For now, it may not slow down the market surge by much. Several Wall Street analysts said Moody's merely pointed out what investors already knew about the rapidly deteriorating fiscal situation and followed similar moves from Fitch in 2023 and Standard & Poor’s in 2011.

Just before the debt downgrade, some market veterans were optimistic that stocks could continue notching more gains.

"I'm becoming more bullish. I call it the 'Trump pivot,'" the Wharton School's Jeremy Siegel told CNBC on Friday afternoon, referring to the tariff pause.

While he estimated stocks would be 10% higher without Trump's tariffs, he added that the market still has "a lot of positive things going for it," such as inflation readings that are better than feared and Trump's dealmaking in the Middle East.

"I think this market could surprise everyone by hitting new highs," Siegel predicted.

Fundstrat Global Advisors cofounder Tom Lee was similarly bullish, citing better tariff visibility as well as the prospect of tax cuts, deregulation, and more easing from the Federal Reserve in 2026.

At the same time, companies "survived a black swan event" and managed to beat earnings expectations in their recent reports, he added.

"And when you think about 2026 earnings having upside, I think there's still upside for stocks," he told CNBC on Friday afternoon.

Michael Brown, senior research strategist at Pepperstone, said Wednesday that U.S.-China talks last weekend that produced a major easing of trade tensions reinforced the idea that markets have passed the peak of tariff uncertainty.

"Add it all together, sprinkle on top apparent progress on the House GOP tax cuts bill, increasing faith that the debt ceiling will be resolved in timely fashion, and a mindset where (at least for now) investors will look through bad data as being skewed by tariffs that are no longer in place, and you have a very potent cocktail indeed to send stocks further higher," he wrote in a note. "The 6,000 handle will be the first test for [the S&P 500], and fresh record highs certainly can’t be ruled out shortly after."

To be sure, there are still skeptics on Wall Street, warning that the stock rally is fragile.

While Trump has paused his biggest tariffs, they are unlikely to go away completely, and administration officials have signaled that 10% is a baseline—must higher than historic levels.

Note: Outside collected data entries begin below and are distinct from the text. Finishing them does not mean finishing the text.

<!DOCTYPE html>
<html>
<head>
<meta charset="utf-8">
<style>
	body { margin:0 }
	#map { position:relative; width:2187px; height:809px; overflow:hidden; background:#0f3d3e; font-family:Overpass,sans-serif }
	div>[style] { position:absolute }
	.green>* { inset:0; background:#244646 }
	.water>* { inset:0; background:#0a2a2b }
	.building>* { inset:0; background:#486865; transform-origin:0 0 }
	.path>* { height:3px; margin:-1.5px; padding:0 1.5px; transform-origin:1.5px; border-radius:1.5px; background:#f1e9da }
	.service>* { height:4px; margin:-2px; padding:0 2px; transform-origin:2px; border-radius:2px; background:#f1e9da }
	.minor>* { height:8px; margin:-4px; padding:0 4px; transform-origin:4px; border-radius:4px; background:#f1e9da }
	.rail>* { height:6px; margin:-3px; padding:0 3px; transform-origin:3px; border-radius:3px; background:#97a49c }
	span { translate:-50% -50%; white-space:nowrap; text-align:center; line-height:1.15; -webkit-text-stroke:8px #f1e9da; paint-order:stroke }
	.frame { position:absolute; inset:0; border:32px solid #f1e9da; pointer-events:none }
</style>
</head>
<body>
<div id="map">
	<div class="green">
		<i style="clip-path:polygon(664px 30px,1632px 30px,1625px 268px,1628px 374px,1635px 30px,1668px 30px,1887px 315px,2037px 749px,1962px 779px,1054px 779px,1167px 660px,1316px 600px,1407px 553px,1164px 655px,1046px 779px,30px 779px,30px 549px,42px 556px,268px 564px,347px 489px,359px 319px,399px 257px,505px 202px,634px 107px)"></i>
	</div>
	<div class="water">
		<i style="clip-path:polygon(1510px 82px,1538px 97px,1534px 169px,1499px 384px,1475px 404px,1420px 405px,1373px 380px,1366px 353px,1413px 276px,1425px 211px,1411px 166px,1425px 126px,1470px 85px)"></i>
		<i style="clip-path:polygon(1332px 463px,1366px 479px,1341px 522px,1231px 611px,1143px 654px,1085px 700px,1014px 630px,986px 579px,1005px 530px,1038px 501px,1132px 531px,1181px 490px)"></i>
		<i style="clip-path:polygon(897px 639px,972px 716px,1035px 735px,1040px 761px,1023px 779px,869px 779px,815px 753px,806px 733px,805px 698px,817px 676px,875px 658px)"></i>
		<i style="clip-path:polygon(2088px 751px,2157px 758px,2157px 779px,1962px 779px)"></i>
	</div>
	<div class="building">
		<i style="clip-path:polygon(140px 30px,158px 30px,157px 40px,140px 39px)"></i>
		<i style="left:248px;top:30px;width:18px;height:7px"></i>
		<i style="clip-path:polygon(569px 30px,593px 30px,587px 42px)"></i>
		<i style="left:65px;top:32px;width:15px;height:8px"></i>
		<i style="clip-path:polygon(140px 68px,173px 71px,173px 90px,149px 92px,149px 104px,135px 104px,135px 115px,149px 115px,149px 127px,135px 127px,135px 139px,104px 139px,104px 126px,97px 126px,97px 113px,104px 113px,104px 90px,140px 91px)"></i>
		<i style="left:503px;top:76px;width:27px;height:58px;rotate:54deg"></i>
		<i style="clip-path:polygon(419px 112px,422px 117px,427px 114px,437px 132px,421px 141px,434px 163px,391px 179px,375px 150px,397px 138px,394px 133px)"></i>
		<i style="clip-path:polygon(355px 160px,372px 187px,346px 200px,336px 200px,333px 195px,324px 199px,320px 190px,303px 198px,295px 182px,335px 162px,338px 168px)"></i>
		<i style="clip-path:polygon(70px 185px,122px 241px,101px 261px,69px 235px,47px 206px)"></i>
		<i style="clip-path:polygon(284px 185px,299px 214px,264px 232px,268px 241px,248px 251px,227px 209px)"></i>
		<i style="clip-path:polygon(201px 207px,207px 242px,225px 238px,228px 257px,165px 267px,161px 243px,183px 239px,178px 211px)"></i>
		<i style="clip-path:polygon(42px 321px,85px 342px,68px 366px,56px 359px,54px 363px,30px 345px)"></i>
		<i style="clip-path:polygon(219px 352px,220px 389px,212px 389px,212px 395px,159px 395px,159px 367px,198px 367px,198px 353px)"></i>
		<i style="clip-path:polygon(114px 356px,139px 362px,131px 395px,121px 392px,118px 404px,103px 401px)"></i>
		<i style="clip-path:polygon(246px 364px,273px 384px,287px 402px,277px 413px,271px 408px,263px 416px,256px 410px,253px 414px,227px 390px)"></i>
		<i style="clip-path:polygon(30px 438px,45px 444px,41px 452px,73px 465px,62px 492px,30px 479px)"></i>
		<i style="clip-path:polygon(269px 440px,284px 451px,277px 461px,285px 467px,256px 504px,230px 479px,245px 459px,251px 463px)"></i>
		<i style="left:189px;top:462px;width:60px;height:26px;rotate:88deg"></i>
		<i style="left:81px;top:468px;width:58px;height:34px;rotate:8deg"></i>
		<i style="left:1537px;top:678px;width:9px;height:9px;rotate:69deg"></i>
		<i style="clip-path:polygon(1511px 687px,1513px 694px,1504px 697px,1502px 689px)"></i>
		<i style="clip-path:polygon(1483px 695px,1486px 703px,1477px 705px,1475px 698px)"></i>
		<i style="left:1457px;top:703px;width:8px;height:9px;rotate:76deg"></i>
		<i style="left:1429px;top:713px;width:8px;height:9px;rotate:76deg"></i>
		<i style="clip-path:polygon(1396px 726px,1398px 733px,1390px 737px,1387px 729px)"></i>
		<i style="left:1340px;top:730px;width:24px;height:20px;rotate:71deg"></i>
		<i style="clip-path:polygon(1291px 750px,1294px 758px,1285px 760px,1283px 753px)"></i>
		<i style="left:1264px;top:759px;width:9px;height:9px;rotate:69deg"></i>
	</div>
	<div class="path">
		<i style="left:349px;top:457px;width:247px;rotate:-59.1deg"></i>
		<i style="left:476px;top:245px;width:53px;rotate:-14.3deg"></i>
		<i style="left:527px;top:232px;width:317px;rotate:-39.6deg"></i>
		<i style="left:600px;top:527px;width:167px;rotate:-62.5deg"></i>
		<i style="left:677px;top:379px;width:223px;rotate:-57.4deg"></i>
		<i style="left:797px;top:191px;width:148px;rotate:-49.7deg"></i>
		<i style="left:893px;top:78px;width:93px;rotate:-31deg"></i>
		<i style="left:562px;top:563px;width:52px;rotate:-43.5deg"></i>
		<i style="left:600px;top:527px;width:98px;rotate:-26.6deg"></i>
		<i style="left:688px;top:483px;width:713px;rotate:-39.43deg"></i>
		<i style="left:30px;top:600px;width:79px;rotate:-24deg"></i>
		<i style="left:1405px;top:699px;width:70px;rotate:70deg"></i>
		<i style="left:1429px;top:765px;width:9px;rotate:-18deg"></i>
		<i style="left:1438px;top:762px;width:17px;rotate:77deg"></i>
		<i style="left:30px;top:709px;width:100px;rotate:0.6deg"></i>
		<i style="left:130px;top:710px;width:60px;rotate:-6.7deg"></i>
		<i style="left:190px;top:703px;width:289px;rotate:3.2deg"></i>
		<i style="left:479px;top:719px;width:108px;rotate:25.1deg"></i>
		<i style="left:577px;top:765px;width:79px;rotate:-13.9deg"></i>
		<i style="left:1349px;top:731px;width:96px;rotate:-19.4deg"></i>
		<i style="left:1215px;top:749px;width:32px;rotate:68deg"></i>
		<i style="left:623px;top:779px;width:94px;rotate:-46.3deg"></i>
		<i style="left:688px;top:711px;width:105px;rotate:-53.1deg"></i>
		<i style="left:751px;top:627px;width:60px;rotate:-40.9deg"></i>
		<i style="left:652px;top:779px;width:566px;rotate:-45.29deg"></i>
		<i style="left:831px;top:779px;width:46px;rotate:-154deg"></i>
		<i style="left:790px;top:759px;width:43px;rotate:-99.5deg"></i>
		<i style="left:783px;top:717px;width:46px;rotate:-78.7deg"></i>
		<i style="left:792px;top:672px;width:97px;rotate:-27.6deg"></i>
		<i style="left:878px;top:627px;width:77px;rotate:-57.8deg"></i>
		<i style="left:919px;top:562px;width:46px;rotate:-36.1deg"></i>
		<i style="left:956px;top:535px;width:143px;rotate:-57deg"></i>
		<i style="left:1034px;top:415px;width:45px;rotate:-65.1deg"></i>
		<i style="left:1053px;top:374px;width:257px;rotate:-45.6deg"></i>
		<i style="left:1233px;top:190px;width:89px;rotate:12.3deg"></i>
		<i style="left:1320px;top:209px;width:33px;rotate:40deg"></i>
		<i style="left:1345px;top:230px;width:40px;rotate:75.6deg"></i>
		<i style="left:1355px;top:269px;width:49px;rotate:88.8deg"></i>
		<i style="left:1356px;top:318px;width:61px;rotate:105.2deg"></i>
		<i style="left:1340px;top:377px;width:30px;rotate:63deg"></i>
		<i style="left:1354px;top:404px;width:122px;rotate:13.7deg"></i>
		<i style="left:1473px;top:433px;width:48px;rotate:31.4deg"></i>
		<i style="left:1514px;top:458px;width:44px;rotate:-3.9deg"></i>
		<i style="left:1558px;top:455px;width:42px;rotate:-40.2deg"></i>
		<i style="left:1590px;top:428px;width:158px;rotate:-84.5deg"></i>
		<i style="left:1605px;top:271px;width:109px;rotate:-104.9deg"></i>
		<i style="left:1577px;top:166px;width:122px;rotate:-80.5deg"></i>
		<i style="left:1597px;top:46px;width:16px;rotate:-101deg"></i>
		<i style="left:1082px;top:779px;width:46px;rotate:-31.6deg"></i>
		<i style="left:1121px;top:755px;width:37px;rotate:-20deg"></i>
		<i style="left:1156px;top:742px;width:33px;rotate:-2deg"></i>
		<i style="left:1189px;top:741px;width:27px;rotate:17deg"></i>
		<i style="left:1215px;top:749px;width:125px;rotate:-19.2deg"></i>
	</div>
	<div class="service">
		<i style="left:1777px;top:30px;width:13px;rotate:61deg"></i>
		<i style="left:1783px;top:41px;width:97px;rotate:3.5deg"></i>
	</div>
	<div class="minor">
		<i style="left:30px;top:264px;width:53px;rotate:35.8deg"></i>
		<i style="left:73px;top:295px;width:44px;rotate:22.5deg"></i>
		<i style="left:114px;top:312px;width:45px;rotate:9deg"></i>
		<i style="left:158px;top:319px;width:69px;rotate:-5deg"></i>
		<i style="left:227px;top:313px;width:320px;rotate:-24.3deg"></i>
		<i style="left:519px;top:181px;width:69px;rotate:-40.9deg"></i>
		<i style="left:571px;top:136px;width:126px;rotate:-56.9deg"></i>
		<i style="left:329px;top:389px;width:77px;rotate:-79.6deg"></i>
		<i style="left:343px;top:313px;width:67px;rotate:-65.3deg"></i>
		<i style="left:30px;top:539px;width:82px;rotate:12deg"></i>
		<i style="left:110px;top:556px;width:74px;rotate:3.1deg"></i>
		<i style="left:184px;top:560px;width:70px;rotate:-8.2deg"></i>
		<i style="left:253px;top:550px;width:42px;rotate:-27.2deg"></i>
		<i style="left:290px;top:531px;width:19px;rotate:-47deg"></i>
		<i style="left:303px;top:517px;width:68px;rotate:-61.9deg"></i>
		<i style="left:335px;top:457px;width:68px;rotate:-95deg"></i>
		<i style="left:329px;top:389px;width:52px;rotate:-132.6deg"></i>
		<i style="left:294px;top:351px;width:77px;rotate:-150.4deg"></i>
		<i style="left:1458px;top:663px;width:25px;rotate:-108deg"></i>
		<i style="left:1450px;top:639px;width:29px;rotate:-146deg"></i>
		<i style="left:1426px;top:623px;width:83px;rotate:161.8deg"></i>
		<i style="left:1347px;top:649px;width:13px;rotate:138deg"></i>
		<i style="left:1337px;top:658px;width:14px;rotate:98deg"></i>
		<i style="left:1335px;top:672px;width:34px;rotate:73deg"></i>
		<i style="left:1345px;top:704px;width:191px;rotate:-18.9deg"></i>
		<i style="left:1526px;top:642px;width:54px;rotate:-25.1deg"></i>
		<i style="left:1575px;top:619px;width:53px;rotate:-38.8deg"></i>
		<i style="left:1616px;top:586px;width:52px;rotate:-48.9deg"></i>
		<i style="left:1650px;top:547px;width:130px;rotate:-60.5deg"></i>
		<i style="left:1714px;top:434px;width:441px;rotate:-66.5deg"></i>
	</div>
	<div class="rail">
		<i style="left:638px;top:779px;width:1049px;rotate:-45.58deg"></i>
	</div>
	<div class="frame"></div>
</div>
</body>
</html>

And later in the year, economic data and corporate earnings will show more signs that tariffs are having an impact.

Earnings momentum will fade, and even the Magnificent 7 tech giants will see revenue growth slow, according to Lisa Shalett, chief investment officer of Morgan Stanley’s wealth management division.

"I think we’re going to stall out here,” she told Bloomberg on Friday. "It’s hard to justify the numbers."